For mink and other animals that are gnawers the traps should be visited daily for they may gnaw and escape. If impossible to visit traps daily they should be lined with tin.
In many places these traps, with a door at each end, are used for catching muskrat. They are set in their dens under water and either tied or weighted down. The rats are caught either going in or leaving.
In making these traps the beginner is apt to make them too wide — so the animal can turn within. This is a mistake for it gives the game more freedom and room to gnaw to liberty.
The animal simply goes in and is there until the trapper comes along and removes the game. Skunk can be drowned when caught in this trap without scenting if the trapper knows how to go about it.
The trap should be handled carefully. Take to water sufficiently deep to cover the trap and slowly sink and then either weight the trap or hold down until the animal is drowned.
The box trap is a humane trap if visited daily.
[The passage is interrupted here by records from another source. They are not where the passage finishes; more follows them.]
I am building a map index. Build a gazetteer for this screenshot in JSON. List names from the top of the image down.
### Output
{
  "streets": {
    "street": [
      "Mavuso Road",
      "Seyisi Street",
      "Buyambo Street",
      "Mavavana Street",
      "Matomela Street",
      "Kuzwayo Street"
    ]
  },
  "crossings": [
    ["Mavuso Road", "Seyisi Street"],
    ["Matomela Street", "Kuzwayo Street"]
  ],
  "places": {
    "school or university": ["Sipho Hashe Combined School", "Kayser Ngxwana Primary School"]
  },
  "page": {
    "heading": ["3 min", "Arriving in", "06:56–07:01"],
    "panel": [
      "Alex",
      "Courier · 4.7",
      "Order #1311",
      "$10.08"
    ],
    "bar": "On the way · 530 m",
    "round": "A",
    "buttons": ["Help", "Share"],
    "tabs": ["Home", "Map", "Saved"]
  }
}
They are rather unhandy to carry about and few trappers want many, yet under certain conditions they are very useful. They can be made during idle time. For mink and other shy animals they should be handled as little as possible. They should be made of old boards or at least avoid all appearances of newness.
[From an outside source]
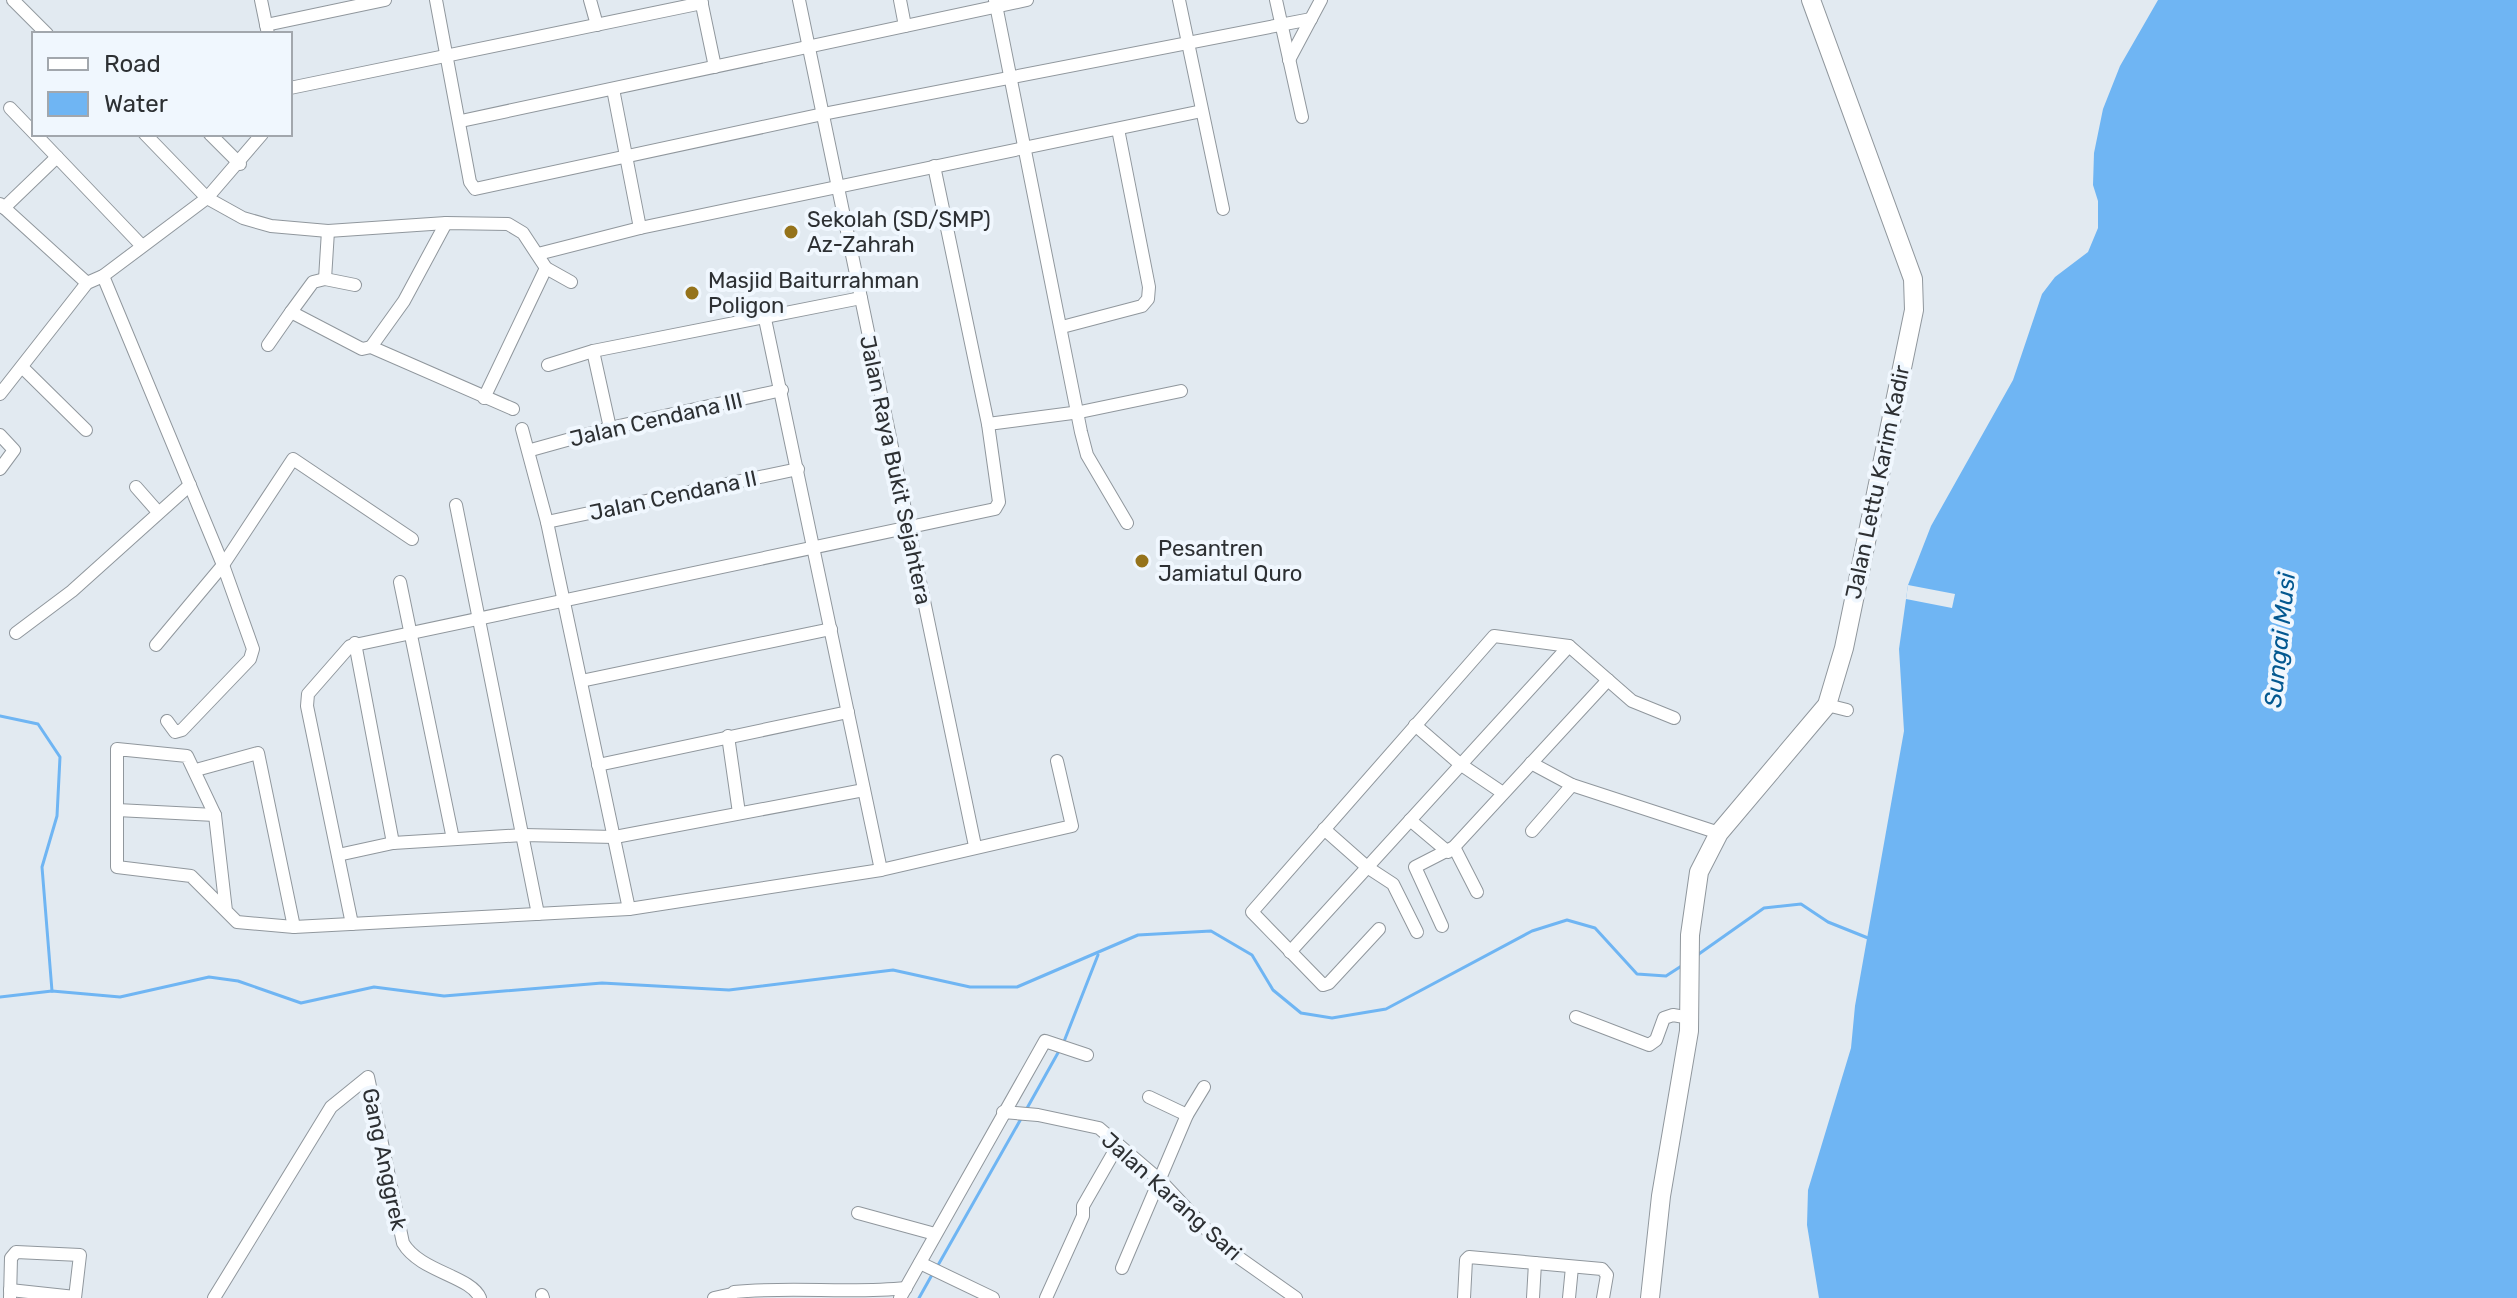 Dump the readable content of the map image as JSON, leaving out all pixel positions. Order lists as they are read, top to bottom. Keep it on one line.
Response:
{"streets":{"street":["Jalan Cendana III","Jalan Raya Bukit Sejahtera","Jalan Lettu Karim Kadir","Jalan Cendana II","Gang Anggrek","Jalan Karang Sari"]},"water":["Sungai Musi"],"places":["Sekolah (SD/SMP) Az-Zahrah","Masjid Baiturrahman Poligon","Pesantren Jamiatul Quro"],"legend":["Road","Water"]}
Some sections saplings to make deadfalls cannot be had and for the benefit of such, a wooden trap, three feet long and six inches wide and deep, is a good manner to take muskrat, writes a Western trapper. The boards can be cut out of any old lumber. In each end is a wire door, hung on hinges at the top. These doors rise at the slightest push on the outside, but will not open from the inside. The trap is sunk in the water at the entrance to the den and is fastened there. A muskrat in entering or leaving the den is sure to enter the trap.
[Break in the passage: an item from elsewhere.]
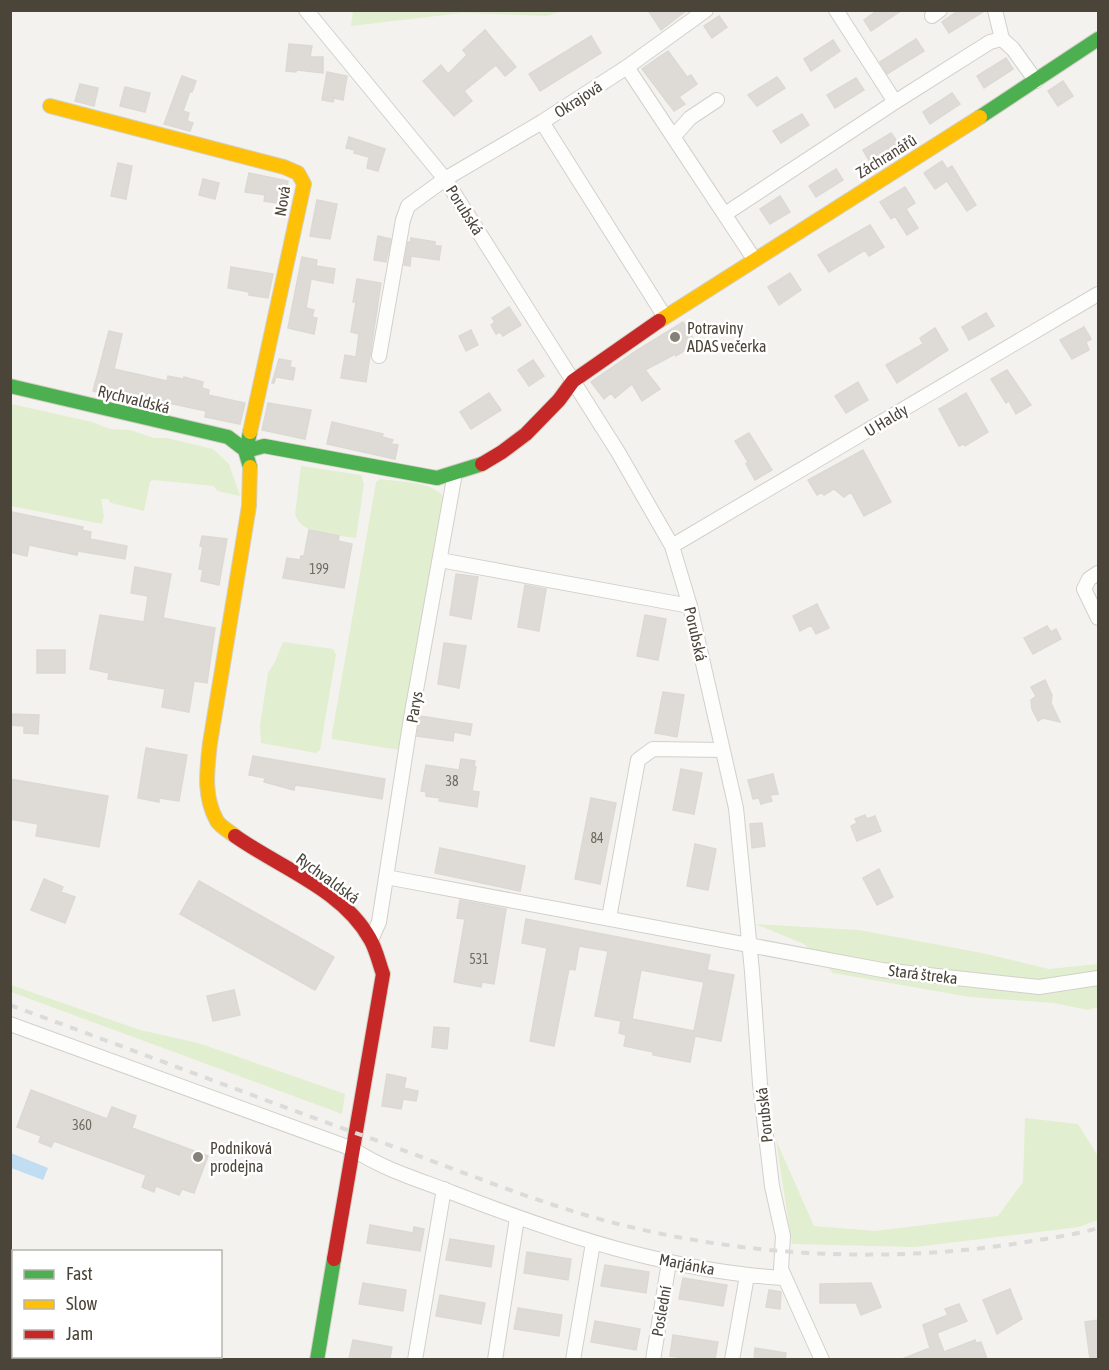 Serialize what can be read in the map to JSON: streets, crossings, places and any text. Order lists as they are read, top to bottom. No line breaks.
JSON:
{"streets":{"street":["Okrajová","Záchranářů","Nová","Porubská","Rychvaldská","U Haldy","Parys","Stará štreka","Marjánka","Poslední"]},"crossings":[["Okrajová","Porubská"],["Záchranářů","Porubská"],["Nová","Rychvaldská"],["Porubská","U Haldy"],["Porubská","Stará štreka"],["Porubská","Marjánka"],["Rychvaldská","Parys"],["Rychvaldská","Marjánka"],["Parys","Stará štreka"],["Marjánka","Poslední"]],"places":["Potraviny ADAS večerka","Podniková prodejna"],"house_numbers":["199","38","84","531","360"],"legend":["Fast","Slow","Jam"]}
The animal, of course, could gnaw out, but will drown before it has time to accomplish this. Several rats are often taken, where they are numerous, in a night. Traps of this kind can be used to best advantage in lakes and ponds or where the height of the stream does not vary much. If they are set along creeks and rivers you want to fasten them securely or take them up before heavy rains, as they are almost sure to be washed away.